> _Problem description_: Whenever a line contains the string "position", copy it out of the entries.

----------------------------------------

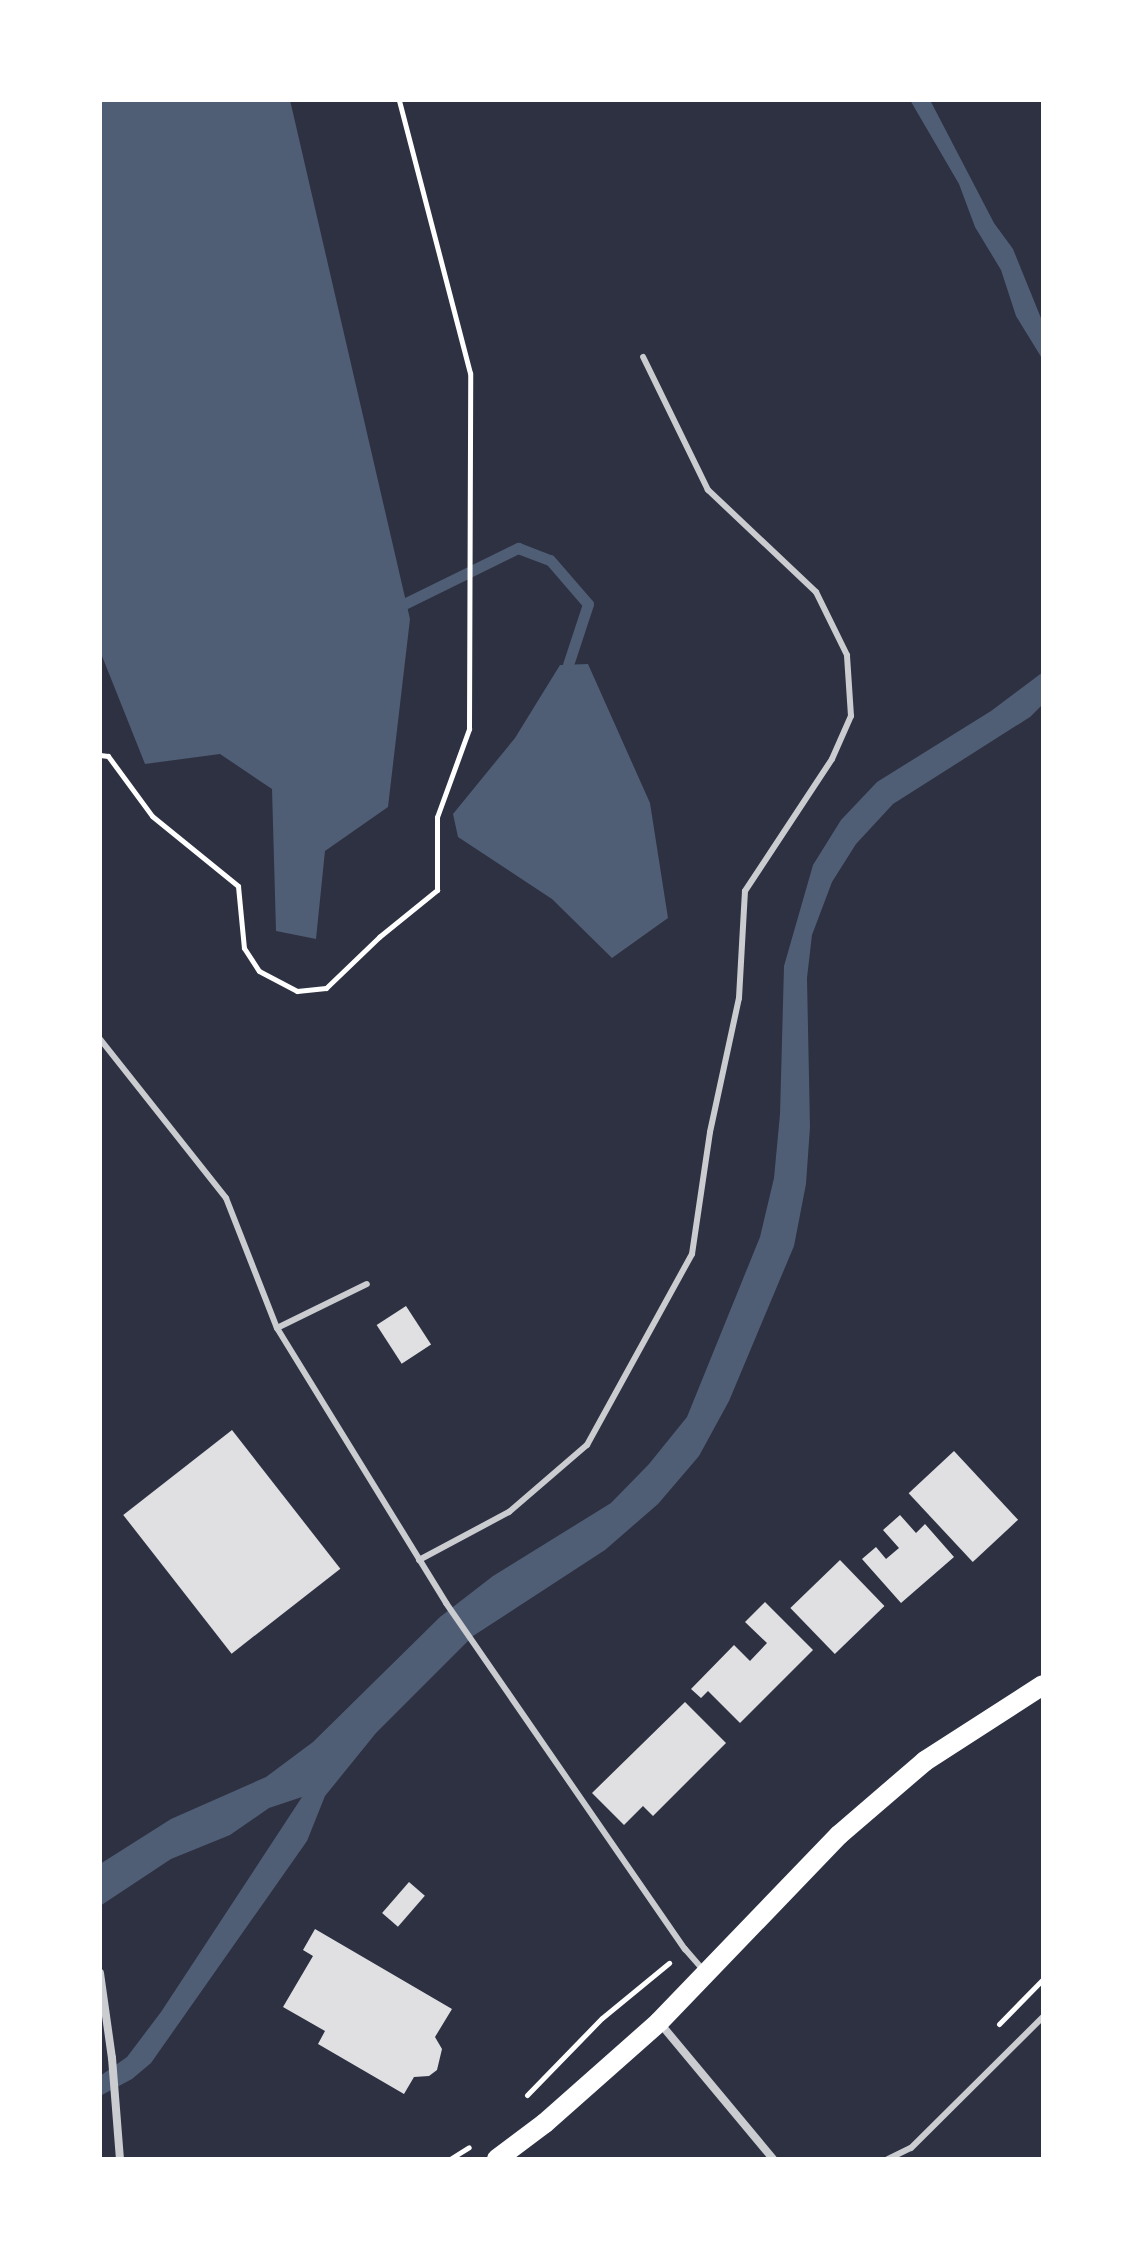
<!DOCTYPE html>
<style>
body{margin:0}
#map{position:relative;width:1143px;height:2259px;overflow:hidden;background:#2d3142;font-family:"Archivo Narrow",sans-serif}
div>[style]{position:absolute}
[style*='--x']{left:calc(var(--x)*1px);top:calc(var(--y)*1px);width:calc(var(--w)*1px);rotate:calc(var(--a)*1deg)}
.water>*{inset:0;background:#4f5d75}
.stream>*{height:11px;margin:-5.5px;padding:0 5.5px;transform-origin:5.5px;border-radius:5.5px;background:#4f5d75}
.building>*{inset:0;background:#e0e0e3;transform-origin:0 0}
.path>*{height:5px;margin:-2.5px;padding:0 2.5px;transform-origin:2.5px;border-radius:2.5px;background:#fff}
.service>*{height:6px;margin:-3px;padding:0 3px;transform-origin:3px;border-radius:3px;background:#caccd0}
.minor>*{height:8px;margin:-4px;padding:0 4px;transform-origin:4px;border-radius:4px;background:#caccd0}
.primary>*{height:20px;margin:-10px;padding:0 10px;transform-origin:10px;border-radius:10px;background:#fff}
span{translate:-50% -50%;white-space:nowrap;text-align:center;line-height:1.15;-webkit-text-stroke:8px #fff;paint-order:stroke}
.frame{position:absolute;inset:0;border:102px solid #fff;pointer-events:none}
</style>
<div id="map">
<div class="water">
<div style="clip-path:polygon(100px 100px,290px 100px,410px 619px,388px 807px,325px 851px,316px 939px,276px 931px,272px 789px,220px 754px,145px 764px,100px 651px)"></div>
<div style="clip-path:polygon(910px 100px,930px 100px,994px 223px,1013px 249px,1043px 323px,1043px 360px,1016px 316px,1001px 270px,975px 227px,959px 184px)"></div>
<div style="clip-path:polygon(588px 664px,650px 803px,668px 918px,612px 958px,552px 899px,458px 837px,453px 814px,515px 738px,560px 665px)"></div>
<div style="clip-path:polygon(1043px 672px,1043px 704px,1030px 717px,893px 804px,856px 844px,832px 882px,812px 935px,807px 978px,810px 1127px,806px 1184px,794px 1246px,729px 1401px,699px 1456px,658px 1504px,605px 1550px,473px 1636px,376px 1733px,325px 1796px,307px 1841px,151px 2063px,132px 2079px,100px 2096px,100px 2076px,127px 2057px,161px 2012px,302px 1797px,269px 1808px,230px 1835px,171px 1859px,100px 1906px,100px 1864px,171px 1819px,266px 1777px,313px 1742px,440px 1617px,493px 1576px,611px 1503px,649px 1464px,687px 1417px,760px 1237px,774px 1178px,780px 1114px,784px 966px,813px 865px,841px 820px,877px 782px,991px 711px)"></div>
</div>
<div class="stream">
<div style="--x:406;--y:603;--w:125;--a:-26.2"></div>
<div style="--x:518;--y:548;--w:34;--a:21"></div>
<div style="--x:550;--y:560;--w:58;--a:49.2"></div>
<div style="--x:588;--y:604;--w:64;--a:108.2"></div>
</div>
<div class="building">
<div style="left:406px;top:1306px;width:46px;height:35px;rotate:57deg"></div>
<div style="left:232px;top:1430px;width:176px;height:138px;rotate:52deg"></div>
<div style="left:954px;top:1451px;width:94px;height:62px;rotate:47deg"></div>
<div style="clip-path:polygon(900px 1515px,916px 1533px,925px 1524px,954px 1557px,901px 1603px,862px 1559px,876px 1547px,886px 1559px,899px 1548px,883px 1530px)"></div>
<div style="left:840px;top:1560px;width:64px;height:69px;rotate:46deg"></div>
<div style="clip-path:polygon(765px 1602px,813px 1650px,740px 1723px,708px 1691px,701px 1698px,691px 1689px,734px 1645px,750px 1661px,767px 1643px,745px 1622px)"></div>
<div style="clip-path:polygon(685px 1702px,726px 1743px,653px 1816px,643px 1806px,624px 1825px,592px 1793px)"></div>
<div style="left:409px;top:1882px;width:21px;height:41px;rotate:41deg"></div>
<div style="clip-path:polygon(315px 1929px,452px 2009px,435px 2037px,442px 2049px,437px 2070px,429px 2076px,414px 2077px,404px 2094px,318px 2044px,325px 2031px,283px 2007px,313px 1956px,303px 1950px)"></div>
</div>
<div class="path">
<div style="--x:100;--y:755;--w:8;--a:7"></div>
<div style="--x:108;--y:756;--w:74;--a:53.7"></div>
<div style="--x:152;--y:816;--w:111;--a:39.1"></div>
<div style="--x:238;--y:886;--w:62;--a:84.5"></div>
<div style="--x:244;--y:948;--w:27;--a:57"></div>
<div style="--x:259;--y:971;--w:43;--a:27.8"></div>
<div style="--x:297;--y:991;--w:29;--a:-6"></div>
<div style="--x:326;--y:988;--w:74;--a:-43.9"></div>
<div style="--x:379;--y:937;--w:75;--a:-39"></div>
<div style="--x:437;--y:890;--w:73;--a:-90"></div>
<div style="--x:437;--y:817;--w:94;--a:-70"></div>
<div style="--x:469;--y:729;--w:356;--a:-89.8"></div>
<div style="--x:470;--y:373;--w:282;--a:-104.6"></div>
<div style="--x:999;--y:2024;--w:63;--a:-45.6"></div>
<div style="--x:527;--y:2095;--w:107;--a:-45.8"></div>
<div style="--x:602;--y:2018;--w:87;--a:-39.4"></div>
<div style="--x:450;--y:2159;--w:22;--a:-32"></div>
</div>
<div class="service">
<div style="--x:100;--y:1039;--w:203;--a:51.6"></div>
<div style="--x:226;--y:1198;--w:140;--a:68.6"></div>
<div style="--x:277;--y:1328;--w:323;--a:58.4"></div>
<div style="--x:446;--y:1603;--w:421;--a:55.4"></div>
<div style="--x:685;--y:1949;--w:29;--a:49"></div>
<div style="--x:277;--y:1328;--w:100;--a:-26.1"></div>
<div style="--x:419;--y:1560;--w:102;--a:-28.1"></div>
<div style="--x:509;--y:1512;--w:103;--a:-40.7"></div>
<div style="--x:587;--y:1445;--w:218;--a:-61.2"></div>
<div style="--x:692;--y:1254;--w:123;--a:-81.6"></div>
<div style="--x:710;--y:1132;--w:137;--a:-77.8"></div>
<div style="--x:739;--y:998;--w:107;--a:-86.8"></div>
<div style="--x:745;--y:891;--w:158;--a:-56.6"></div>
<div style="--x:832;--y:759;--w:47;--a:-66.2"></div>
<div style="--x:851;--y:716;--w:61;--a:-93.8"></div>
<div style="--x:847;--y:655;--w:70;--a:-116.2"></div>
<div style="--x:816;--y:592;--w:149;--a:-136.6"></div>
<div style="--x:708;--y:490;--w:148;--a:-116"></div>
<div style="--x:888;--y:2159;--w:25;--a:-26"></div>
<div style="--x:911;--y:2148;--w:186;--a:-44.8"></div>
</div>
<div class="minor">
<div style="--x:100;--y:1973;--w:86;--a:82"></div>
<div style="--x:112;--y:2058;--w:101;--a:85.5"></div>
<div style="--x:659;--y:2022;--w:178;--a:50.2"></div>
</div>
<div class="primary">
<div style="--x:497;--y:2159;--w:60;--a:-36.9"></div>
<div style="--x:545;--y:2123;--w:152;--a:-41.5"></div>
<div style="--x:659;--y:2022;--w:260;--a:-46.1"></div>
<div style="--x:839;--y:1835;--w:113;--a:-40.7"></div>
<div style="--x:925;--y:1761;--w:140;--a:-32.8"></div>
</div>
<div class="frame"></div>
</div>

----------------------------------------

> _Answer box_:
#map{position:relative;width:1143px;height:2259px;overflow:hidden;background:#2d3142;font-family:"Archivo Narrow",sans-serif}
div>[style]{position:absolute}
.frame{position:absolute;inset:0;border:102px solid #fff;pointer-events:none}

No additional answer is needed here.